Julian Cowley, The Wire

“The expansive recording project, performed entirely by pianist Philip Thomas, is filled with engaging, spiky pieces. In part, the performances’ liveliness and immediacy can be attributed to Wolff’s use of “wedges,” rests of indeterminate length, which Thomas thoughtfully employs to dramatic and energizing effect. The early pieces, such as “For Prepared Piano” from 1951 and the demanding “For Pianist” from 1959, sound as fresh and surprising as the unpredictable discontinuities of the premiere recordings of “Small Preludes” from 2010. The panoramic 96 tracks of 2004-5’s “Long Piano (Peace March 11)” are extraordinary for their kaleidoscopic changes of approach to phrasing, density, melodic shape and dynamics as well as lengths of silence. “Patches,” Wolff’s name for the units of material, vary from as little as five seconds to the longest, a bit short of three minutes. Anticipating what will happen in the next moment only to have that expectation thwarted makes for absorbing listening. Pianist: Pieces is a mesmerizing three-hour encounter with a creative mind.”
– Glen Hall, Exclaim.ca

“Philip Thomas’s survey of the piano music of Christian Wolff may not be entirely comprehensive, but it spans almost the whole of the American experimentalist’s career as a composer, from his Cageian pieces of the 1950s to the explosion of creativity in the last decade. The earliest work here is For Prepared Piano of 1951, full of obsessive repetitions and irregular silences; the most recent, the set of 20 Tiny Preludes composed in 2010, in which many of the musical parameters – tempi, dynamics, even the choice of clef – are left to the performer’s discretion. The first disc is framed by Thomas’s two utterly different realisations of Wolff’s For Pianist, of 1959, which he calls “one of the most extreme instances of indeterminate music to have emerged from that period.” The second disc is occupied by the 96 pieces that make up Long Piano (Peace March 11) from 2005, a series of fragments that are sometimes separated by pauses, sometimes seamlessly joined together.
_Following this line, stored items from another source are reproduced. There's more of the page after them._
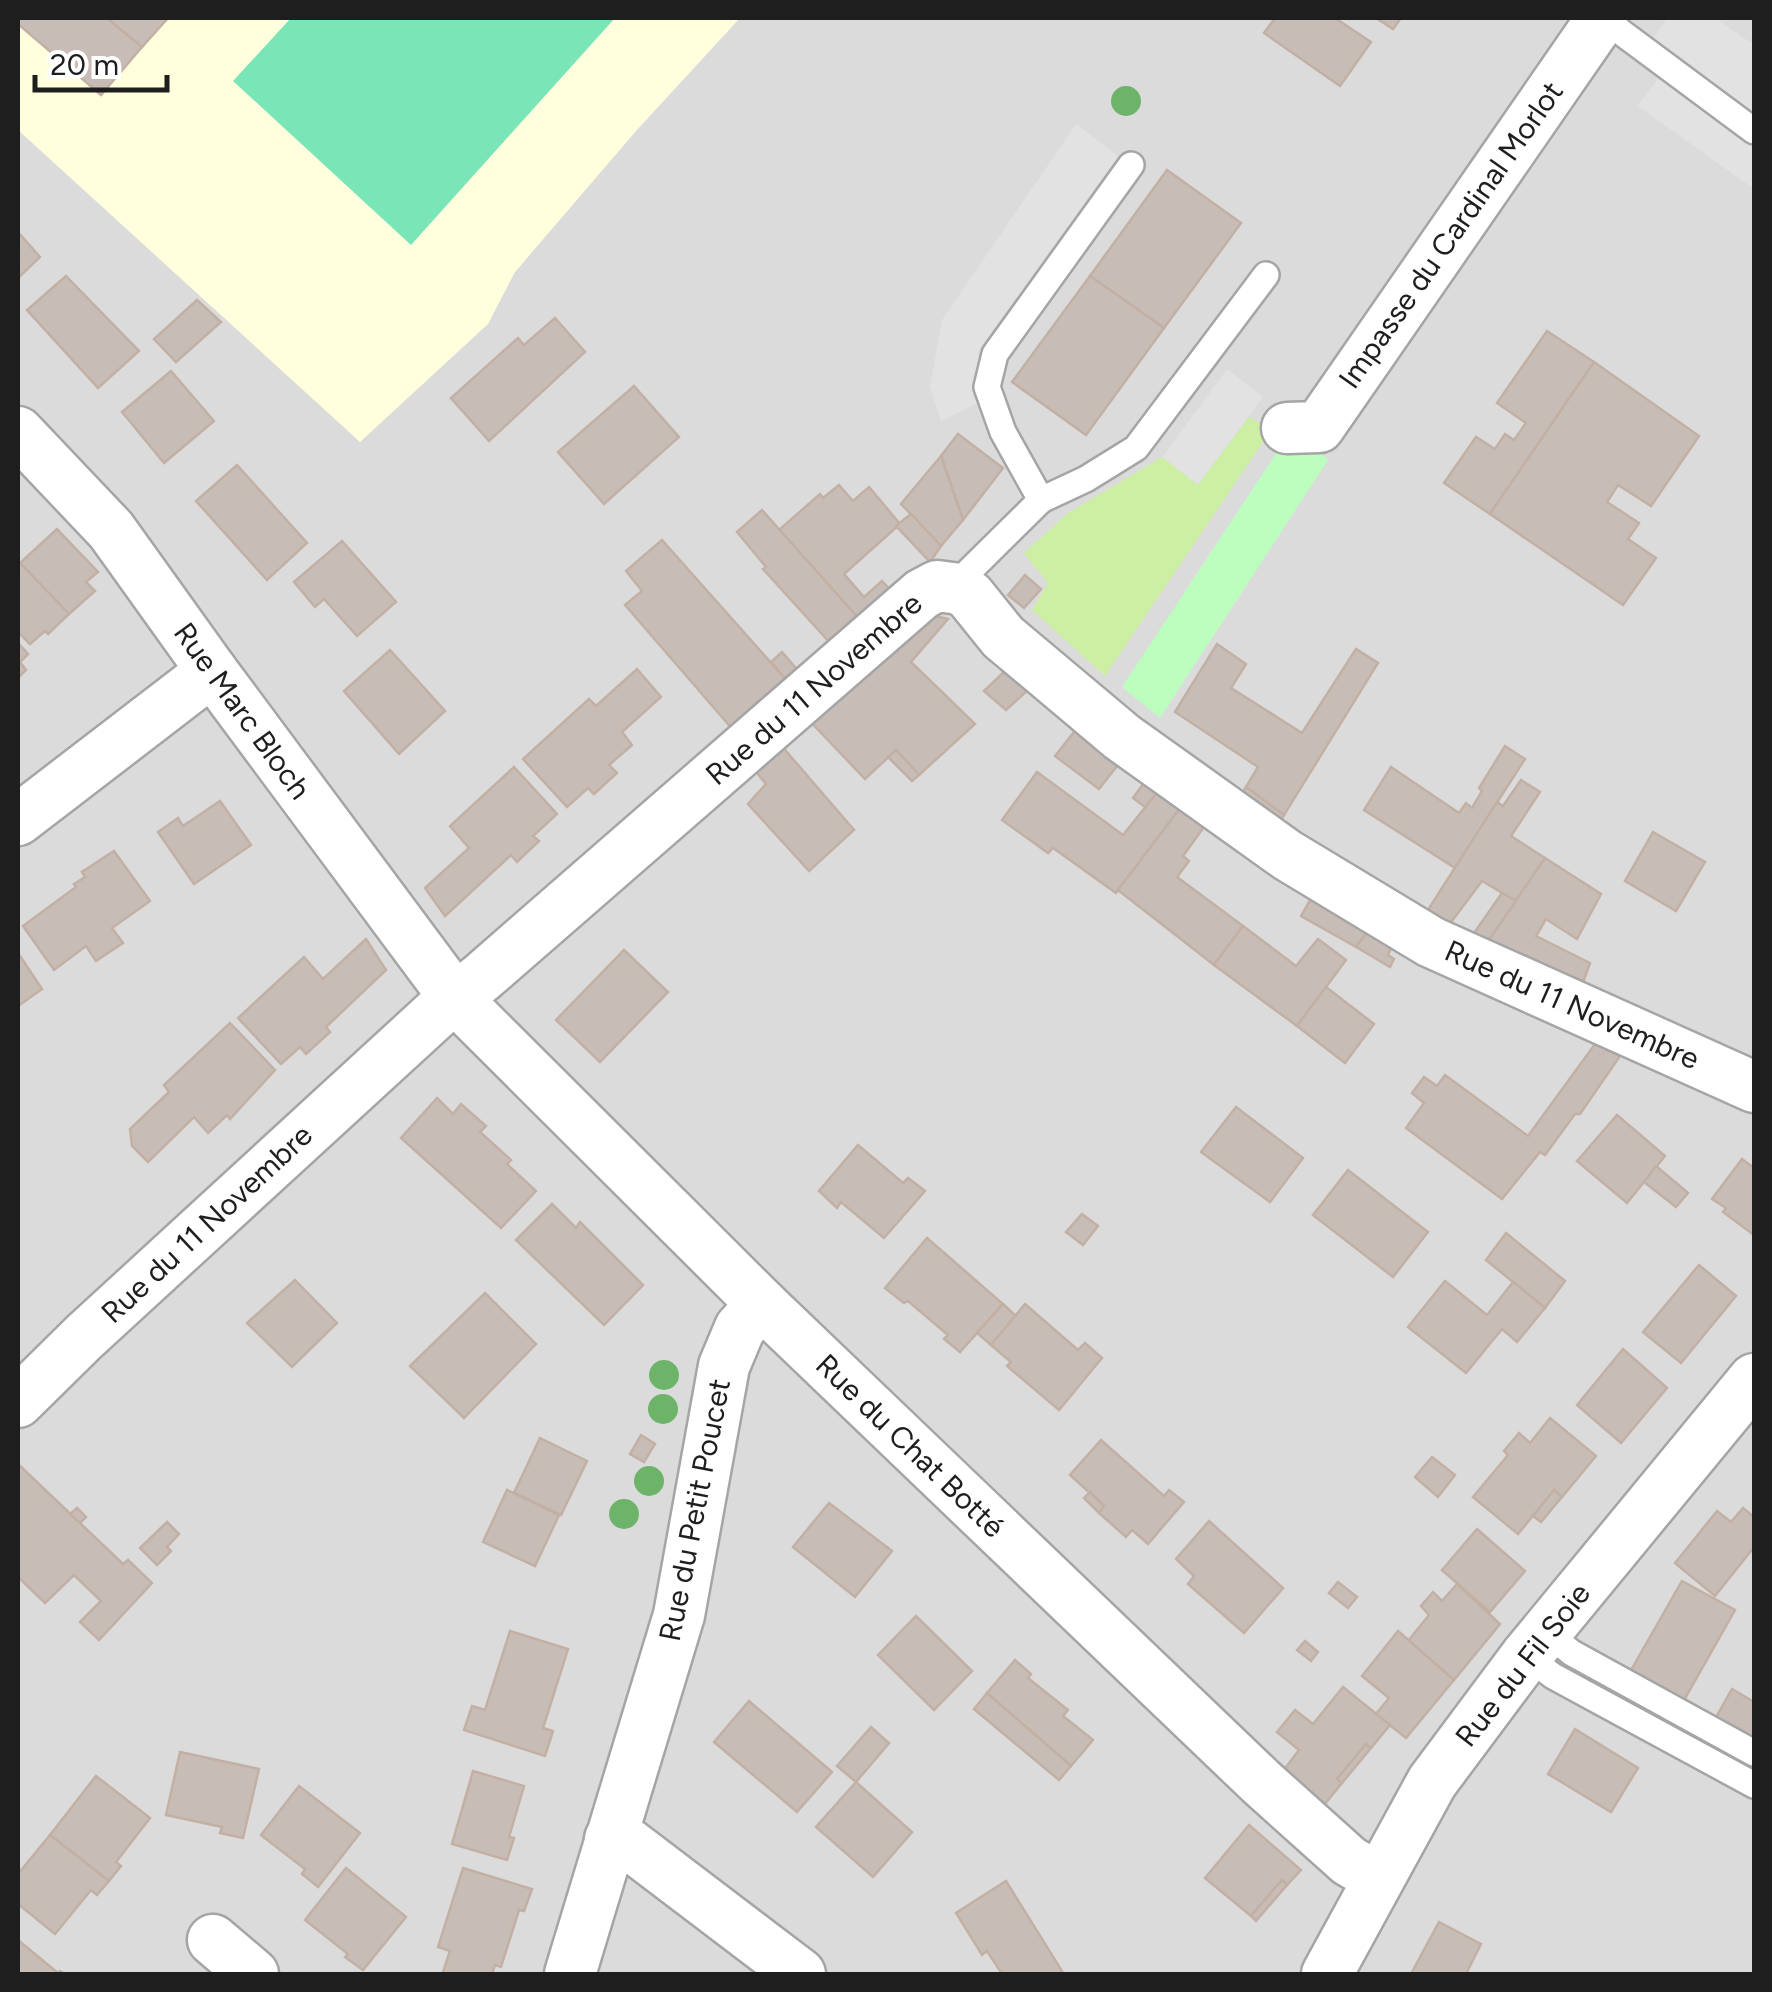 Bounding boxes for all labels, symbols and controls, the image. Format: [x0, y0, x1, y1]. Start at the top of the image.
scale bar [35, 30, 168, 92]
text: 20 m [50, 46, 119, 83]
street label: Impasse du Cardinal Morlot [1330, 74, 1571, 395]
street label: Rue du 11 Novembre [698, 585, 929, 793]
street label: Rue Marc Bloch [166, 615, 319, 806]
street label: Rue du 11 Novembre [1439, 932, 1705, 1077]
street label: Rue du 11 Novembre [94, 1116, 320, 1331]
street label: Rue du Chat Botté [808, 1346, 1012, 1545]
street label: Rue du Petit Poucet [651, 1375, 738, 1644]
street label: Rue du Fil Soie [1447, 1575, 1598, 1754]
It’s a fascinating collection, by turns beautiful and frustrating, to which Thomas is the perfect, committed guide.”
– Andrew Clements, The Guardian

“Thomas’s authoritative interpretations make all three discs worth owning.”
– Tim Rutherford-Johnson, The Rambler

“Thomas is both a superb pianist, of the new music bright-and-precise school—everything in sharp focus, the range of articulations and dynamics unfailingly delineated—and an expert on Wolff’s music, his engagement with it both analytically deep and aesthetically sympathetic.”
– Matthew Guerrieri, New Music Box (for full discussion of the music, see here)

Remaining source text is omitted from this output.